US lawmakers want tech giants to hire more 'blacks'
US lawmakers want tech giants to hire more 'blacks'
Two US lawmakers will visit the Silicon Valley next week to ask technology companies like Airbnb, Facebook, Twitter, Lyft and Uber to hire more people from the black community.
The push to hire more African-Americans comes as Facebook and Twitter are under fire for racist content on their platforms and Google is accused of promoting anti-diversity.
Two Democrats -- Barbara Lee and G.K. Butterfield -- would start meetings with these five companies and others from Monday to push them to increase their efforts to hire and retain more engineers and executives from the community, ReCode reported on Friday.
This initiative -- called 'Congressional Black Caucus' -- is part of a campaign called 'Tech2020', which aims to increase the representation of African-American workers at all levels of the tech industry, the report said.

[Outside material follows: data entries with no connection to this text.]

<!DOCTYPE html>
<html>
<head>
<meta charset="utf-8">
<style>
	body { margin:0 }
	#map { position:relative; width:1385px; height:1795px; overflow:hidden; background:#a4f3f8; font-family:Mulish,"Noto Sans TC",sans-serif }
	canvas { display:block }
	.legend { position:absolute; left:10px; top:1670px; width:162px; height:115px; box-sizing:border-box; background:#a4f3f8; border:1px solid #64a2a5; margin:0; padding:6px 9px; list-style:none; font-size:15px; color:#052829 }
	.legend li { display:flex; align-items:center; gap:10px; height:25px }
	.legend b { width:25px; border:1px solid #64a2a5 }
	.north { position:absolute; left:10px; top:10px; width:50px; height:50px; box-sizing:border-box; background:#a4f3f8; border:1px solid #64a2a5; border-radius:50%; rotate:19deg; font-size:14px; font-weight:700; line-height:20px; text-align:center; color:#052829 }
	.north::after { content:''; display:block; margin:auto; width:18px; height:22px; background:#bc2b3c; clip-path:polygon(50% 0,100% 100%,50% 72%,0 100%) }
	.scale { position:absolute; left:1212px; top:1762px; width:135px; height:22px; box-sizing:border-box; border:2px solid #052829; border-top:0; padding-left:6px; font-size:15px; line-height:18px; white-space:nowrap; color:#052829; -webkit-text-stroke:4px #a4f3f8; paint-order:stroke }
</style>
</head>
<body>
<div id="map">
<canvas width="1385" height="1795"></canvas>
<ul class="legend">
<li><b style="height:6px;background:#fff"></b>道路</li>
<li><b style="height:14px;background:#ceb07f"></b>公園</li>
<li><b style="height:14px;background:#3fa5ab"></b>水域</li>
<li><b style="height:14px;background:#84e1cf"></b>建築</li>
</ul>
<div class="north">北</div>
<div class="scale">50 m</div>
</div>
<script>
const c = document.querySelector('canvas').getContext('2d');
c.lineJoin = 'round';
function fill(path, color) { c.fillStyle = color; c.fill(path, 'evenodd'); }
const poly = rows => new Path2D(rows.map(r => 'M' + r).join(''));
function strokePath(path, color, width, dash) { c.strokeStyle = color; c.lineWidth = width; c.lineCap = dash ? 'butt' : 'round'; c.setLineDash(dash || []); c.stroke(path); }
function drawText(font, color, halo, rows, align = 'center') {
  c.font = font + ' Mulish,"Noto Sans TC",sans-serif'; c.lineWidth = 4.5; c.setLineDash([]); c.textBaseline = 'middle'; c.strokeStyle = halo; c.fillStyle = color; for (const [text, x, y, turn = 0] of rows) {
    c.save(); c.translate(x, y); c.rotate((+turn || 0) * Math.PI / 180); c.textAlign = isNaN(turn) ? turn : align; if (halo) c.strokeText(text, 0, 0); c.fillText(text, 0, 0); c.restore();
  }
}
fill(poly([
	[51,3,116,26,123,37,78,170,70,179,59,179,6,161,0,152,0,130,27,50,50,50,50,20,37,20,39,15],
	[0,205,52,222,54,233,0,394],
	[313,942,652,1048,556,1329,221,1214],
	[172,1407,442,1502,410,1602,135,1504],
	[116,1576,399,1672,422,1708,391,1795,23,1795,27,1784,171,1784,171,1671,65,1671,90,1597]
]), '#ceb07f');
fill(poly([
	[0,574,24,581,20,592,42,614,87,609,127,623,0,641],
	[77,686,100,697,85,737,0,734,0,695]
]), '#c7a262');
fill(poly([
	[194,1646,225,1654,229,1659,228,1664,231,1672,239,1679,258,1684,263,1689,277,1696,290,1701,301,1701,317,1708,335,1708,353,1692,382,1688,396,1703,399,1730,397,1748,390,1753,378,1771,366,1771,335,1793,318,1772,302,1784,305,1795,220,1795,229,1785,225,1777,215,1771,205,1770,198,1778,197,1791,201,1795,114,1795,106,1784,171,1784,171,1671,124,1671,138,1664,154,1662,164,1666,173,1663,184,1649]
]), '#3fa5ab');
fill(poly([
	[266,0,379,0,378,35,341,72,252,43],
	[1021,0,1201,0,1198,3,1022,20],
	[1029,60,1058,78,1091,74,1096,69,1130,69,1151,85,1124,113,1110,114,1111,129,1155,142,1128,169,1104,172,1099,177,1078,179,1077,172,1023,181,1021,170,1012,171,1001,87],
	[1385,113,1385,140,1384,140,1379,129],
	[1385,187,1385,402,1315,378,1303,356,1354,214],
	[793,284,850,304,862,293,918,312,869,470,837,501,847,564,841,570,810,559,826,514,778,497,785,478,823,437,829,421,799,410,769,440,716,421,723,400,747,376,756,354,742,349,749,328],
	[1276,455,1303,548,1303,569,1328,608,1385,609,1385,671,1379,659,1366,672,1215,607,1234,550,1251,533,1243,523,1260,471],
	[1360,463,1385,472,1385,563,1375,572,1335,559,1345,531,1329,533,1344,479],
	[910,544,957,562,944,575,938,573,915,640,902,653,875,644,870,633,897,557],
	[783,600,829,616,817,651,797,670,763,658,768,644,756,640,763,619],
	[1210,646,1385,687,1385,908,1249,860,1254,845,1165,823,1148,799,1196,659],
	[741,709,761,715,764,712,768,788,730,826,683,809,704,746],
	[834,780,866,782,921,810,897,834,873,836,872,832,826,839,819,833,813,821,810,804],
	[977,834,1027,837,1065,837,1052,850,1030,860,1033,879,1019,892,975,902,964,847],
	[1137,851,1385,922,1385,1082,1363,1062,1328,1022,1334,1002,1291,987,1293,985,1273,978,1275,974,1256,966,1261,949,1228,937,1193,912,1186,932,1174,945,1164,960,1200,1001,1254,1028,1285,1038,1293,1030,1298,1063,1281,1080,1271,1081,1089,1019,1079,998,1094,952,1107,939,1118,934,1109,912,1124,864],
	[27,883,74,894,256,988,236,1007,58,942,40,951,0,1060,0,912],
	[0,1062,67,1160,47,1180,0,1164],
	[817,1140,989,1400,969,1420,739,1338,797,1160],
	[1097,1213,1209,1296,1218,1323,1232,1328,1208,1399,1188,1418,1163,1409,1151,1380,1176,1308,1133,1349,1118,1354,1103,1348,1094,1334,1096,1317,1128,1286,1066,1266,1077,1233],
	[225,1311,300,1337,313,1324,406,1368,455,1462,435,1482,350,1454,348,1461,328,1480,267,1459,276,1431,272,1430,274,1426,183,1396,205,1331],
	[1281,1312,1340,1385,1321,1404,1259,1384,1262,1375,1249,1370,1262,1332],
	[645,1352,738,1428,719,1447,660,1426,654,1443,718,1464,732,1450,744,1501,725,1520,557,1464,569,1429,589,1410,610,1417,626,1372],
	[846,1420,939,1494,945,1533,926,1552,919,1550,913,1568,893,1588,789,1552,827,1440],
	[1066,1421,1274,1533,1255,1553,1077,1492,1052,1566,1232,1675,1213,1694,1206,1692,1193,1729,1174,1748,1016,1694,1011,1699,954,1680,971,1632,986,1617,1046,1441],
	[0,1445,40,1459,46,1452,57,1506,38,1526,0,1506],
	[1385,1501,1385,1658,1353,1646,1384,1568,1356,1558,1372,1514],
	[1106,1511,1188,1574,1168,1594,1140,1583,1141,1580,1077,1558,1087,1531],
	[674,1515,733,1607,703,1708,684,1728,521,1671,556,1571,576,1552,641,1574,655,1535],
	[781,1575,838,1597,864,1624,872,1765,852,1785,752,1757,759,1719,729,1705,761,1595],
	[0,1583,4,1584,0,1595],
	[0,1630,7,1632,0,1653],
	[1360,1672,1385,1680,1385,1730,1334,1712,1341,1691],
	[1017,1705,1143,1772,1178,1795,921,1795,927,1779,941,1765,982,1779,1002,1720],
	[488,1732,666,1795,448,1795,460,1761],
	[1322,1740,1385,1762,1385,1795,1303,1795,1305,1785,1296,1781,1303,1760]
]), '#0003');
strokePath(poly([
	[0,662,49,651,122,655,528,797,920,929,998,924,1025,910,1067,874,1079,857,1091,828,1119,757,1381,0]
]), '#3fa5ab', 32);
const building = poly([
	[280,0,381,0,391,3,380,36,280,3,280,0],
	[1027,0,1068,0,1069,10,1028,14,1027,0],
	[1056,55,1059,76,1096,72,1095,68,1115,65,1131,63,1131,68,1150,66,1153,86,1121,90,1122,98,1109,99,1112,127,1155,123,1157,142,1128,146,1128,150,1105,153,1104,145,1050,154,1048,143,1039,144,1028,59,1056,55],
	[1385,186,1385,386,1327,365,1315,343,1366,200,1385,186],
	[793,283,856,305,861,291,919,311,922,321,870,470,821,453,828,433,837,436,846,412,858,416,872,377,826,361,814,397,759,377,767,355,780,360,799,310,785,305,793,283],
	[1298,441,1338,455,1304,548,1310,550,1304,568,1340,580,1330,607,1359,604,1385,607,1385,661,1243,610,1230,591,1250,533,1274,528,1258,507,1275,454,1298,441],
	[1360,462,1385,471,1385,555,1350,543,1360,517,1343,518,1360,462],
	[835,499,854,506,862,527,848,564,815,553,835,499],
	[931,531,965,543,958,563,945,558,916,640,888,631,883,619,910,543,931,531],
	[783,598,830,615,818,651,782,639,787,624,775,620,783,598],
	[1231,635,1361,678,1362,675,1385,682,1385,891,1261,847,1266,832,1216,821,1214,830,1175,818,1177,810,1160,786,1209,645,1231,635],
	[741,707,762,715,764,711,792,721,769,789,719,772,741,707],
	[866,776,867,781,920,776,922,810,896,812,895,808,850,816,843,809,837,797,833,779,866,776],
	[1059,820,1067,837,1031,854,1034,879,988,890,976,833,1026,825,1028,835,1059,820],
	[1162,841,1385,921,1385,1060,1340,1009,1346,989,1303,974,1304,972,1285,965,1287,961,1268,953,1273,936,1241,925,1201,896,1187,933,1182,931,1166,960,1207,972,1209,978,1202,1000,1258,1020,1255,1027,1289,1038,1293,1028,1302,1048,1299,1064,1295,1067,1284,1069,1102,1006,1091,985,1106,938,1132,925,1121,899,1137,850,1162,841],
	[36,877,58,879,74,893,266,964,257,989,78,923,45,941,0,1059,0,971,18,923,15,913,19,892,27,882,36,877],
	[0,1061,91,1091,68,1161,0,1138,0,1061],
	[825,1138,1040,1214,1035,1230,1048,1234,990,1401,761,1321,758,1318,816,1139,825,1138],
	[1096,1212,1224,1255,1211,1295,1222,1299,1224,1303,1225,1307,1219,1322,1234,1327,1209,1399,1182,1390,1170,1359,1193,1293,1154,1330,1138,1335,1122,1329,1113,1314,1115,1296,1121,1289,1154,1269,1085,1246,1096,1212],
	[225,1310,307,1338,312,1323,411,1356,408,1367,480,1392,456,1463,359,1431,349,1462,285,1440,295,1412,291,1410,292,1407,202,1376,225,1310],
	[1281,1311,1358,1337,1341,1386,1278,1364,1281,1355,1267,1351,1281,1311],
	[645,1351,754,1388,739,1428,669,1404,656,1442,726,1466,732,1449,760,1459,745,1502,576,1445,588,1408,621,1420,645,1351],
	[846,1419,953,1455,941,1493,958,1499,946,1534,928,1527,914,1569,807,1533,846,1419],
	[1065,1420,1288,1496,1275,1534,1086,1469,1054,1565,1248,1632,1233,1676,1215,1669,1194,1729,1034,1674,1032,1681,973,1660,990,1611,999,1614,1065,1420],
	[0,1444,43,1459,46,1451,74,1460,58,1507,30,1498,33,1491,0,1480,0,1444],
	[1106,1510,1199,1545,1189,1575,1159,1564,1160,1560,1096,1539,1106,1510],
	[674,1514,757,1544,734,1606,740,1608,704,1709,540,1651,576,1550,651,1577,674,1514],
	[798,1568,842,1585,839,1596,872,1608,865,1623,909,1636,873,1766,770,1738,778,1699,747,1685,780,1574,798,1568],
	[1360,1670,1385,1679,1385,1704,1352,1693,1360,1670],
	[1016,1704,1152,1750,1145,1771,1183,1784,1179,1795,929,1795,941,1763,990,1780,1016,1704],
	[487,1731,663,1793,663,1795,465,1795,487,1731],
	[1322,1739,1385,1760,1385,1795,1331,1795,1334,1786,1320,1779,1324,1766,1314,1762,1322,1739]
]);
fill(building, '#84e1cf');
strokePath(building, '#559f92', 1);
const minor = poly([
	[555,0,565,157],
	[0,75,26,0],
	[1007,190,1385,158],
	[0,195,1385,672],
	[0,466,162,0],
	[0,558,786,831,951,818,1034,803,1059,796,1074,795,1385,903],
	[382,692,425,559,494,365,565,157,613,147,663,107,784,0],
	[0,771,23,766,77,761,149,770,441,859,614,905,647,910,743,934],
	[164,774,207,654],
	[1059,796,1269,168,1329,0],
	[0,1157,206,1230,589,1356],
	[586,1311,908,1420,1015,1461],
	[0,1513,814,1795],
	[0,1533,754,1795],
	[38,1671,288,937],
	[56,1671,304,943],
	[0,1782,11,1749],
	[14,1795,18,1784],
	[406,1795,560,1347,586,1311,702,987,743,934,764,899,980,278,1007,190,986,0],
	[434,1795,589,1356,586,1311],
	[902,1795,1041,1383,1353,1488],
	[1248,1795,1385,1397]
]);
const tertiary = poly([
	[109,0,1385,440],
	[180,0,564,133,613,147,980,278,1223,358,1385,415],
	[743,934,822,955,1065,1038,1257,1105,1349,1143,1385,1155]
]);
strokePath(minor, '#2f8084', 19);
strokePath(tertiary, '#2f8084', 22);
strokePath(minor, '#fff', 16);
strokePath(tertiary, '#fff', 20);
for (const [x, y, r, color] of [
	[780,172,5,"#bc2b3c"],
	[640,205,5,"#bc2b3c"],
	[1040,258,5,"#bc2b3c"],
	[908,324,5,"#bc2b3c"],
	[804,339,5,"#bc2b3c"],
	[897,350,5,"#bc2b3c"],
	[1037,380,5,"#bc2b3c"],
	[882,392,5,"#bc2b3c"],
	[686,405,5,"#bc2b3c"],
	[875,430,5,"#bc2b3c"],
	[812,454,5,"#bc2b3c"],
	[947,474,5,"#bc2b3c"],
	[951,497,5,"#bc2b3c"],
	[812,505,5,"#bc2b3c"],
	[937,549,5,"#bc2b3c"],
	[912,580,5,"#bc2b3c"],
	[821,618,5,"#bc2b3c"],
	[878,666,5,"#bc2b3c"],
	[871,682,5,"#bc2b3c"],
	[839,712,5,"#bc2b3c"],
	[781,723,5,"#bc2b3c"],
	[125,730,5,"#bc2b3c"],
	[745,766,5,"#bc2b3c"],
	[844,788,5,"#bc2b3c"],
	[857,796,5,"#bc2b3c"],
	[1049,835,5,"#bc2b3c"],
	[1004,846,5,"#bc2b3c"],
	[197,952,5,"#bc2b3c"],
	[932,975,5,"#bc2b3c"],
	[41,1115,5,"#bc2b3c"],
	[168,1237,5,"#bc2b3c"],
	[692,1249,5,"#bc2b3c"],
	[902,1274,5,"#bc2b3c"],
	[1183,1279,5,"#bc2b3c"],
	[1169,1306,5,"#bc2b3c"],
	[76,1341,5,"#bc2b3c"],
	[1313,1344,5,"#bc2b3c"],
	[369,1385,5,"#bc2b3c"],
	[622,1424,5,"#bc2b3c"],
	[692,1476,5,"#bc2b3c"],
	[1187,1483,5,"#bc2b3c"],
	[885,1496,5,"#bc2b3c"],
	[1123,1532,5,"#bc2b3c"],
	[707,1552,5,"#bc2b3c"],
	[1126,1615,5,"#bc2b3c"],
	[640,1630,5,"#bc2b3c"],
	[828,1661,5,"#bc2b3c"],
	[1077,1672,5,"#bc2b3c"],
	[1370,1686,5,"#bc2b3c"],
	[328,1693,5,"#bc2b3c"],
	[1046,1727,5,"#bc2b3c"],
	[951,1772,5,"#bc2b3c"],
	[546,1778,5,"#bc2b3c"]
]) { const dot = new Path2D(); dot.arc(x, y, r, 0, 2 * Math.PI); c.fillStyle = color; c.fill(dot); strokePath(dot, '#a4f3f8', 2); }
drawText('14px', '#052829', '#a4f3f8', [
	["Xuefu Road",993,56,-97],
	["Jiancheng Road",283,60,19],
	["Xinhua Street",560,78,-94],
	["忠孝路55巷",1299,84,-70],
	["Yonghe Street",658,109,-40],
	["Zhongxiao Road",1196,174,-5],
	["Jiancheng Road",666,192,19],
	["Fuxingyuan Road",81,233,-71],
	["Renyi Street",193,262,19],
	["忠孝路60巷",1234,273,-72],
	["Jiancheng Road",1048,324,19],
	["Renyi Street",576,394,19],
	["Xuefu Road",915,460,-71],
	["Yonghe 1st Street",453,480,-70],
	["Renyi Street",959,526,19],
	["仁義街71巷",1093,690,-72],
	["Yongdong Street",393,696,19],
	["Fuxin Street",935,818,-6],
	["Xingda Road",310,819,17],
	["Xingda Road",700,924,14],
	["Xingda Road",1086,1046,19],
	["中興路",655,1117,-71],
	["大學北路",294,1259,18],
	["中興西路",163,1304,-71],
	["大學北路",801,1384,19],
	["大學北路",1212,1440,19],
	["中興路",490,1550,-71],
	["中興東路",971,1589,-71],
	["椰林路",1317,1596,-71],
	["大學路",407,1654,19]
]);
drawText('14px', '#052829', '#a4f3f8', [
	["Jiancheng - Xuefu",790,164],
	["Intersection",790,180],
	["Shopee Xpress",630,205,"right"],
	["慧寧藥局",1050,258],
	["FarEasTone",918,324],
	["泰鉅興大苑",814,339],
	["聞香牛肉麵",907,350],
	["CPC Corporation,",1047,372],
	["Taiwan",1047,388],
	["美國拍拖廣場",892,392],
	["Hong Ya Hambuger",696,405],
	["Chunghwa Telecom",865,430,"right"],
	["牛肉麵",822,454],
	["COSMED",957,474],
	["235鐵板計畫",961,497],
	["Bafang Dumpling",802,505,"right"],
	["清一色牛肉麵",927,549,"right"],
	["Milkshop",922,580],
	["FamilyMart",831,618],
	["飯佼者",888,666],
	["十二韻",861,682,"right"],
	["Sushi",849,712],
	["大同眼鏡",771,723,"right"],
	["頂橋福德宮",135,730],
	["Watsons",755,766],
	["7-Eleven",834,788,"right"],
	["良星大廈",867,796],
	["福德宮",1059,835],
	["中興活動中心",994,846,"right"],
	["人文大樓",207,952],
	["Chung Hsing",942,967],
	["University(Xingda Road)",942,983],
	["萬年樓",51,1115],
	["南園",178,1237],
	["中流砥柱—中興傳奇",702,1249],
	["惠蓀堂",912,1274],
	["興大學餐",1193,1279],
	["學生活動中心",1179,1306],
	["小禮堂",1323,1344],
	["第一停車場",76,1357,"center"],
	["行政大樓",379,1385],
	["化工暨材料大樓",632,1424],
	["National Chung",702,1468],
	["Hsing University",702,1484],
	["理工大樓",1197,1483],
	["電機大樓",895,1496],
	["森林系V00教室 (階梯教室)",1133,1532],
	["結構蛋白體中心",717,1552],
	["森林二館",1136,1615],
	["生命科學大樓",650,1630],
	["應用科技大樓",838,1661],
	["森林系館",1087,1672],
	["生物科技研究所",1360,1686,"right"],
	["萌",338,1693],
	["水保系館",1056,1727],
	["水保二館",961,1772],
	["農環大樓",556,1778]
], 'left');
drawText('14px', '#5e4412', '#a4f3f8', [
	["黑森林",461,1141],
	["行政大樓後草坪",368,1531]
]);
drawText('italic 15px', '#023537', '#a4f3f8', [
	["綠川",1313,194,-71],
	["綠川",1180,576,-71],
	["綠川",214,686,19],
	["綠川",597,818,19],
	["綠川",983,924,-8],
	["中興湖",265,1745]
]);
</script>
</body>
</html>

Lawmakers launched this initiative in 2015 and at that time, they even threatened to regulate the tech industry if it failed to improve its hiring practices.
Under the Donald Trump administration, however, it has become more difficult, Lee said.
In an interview, Lee said she would also prod Facebook and Twitter to address racist content that has been spread on their platforms, "particularly in light of reports that Russian agents -- in a bid to stir political unrest in the US - shared such messages on social media during the 2016 presidential election".
"They have got to understand, they've got to move quicker," Lee was quoted as saying.
"And they've got to figure out a way to stop allowing these ads that really undermine our elections and create havoc, really, in communities by trying to create division and hostility and hatred," she added.